◆ **Task goal**: Every line below from the one containing "width:45px; height:45px; display:grid;" through the one containing "content:''; position:absolute; top:26px;" must be transcribed exactly. Omit all lines outside that stretch.
(Records to process begins)
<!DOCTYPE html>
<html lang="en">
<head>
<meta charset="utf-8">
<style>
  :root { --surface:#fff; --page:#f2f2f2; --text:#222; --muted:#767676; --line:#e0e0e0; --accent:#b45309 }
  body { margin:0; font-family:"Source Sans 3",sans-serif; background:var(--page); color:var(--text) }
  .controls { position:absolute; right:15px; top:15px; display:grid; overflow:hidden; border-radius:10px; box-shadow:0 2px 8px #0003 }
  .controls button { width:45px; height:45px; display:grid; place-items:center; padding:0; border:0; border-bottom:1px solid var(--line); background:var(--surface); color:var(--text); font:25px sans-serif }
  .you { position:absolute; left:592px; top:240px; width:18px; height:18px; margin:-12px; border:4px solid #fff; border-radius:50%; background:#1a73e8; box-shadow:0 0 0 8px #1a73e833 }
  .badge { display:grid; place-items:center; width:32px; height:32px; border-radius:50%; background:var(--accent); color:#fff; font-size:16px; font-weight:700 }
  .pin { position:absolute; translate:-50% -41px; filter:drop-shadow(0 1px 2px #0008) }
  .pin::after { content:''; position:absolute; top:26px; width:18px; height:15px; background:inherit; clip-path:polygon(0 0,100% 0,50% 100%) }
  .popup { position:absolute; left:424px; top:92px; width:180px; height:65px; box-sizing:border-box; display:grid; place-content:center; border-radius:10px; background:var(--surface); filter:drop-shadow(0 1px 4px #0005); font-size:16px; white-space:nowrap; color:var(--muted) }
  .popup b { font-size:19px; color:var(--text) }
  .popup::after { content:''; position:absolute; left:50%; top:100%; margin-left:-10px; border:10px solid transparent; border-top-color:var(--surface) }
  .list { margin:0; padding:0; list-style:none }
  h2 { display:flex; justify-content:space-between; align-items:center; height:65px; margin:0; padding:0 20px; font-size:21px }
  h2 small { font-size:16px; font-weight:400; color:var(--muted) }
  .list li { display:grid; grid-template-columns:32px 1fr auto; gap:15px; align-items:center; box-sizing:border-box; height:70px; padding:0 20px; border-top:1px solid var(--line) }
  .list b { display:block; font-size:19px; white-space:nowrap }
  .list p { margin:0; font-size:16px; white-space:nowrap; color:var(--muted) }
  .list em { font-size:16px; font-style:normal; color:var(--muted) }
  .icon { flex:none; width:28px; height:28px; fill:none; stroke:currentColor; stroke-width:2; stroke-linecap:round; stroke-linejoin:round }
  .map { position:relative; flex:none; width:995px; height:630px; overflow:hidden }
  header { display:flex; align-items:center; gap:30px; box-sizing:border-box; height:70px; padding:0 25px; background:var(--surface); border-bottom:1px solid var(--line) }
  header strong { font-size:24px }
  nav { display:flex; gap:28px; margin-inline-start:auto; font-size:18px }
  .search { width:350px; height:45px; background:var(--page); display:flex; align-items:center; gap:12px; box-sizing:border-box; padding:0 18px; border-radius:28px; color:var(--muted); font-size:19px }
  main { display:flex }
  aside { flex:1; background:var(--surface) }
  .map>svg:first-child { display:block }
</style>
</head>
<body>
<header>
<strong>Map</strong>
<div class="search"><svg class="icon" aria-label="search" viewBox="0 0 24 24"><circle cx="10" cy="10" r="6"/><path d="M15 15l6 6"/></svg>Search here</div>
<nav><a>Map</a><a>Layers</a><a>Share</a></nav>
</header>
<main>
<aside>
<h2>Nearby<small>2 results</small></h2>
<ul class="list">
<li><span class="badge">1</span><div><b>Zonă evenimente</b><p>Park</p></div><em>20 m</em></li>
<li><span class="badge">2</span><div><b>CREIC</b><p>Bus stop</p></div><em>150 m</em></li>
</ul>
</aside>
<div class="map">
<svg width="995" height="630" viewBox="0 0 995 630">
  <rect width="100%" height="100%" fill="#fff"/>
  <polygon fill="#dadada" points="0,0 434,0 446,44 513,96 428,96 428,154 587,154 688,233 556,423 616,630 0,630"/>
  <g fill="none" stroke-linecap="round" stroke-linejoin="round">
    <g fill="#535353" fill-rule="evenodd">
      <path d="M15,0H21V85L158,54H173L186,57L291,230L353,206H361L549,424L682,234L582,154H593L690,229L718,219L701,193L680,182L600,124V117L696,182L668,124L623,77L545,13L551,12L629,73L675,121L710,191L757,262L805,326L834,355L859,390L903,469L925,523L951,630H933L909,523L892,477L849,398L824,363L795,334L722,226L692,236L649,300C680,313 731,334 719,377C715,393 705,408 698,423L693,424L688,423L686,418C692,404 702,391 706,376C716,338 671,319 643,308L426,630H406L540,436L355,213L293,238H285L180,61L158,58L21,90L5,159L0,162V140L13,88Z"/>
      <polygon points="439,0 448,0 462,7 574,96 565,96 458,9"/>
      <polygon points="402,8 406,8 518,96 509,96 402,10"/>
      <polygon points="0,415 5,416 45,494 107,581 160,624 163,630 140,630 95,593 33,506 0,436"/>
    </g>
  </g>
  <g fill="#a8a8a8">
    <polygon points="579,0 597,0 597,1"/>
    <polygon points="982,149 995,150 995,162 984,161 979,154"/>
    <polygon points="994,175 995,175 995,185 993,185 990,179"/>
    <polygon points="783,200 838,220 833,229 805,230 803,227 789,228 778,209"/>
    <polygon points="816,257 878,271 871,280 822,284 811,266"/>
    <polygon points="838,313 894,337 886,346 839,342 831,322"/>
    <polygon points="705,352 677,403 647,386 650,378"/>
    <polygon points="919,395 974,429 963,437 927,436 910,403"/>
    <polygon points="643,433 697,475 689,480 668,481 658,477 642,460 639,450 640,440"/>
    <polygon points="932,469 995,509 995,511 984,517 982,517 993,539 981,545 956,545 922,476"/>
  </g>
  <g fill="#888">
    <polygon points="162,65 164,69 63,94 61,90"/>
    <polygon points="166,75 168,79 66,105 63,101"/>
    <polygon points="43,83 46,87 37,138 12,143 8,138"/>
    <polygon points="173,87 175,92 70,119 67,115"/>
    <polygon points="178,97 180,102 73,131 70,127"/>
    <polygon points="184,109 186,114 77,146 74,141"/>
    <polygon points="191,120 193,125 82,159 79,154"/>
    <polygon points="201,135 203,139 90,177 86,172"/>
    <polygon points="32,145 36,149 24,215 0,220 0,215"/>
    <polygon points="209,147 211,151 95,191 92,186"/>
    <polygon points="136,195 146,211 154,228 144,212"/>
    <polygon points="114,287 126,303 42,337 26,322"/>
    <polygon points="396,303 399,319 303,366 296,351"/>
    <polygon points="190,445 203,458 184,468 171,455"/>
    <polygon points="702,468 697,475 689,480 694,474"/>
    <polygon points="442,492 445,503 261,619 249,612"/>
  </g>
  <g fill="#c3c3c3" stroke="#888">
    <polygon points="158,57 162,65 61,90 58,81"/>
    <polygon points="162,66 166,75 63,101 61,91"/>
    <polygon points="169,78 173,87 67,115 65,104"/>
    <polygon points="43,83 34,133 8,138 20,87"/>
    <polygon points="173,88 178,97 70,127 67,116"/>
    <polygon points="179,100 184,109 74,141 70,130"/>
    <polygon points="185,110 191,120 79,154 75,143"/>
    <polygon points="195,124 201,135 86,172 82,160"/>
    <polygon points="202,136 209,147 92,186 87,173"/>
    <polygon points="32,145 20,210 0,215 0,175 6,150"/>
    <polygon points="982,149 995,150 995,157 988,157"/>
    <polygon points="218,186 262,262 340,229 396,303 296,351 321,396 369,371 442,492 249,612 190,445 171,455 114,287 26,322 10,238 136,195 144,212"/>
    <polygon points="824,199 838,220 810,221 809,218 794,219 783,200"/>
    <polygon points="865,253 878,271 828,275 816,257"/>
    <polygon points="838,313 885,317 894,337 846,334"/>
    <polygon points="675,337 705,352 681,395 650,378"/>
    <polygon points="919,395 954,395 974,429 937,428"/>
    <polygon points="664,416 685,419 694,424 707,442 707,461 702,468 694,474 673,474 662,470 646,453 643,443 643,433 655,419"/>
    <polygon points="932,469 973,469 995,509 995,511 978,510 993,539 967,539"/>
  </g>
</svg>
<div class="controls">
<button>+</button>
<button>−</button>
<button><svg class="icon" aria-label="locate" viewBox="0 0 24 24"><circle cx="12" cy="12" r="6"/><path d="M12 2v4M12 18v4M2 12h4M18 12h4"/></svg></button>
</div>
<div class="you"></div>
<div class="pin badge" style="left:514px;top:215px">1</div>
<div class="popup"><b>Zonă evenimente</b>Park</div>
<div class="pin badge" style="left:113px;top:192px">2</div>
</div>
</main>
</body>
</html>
(Records to process ends)
◆ **Answer to the exercise**:
  .controls button { width:45px; height:45px; display:grid; place-items:center; padding:0; border:0; border-bottom:1px solid var(--line); background:var(--surface); color:var(--text); font:25px sans-serif }
  .you { position:absolute; left:592px; top:240px; width:18px; height:18px; margin:-12px; border:4px solid #fff; border-radius:50%; background:#1a73e8; box-shadow:0 0 0 8px #1a73e833 }
  .badge { display:grid; place-items:center; width:32px; height:32px; border-radius:50%; background:var(--accent); color:#fff; font-size:16px; font-weight:700 }
  .pin { position:absolute; translate:-50% -41px; filter:drop-shadow(0 1px 2px #0008) }
  .pin::after { content:''; position:absolute; top:26px; width:18px; height:15px; background:inherit; clip-path:polygon(0 0,100% 0,50% 100%) }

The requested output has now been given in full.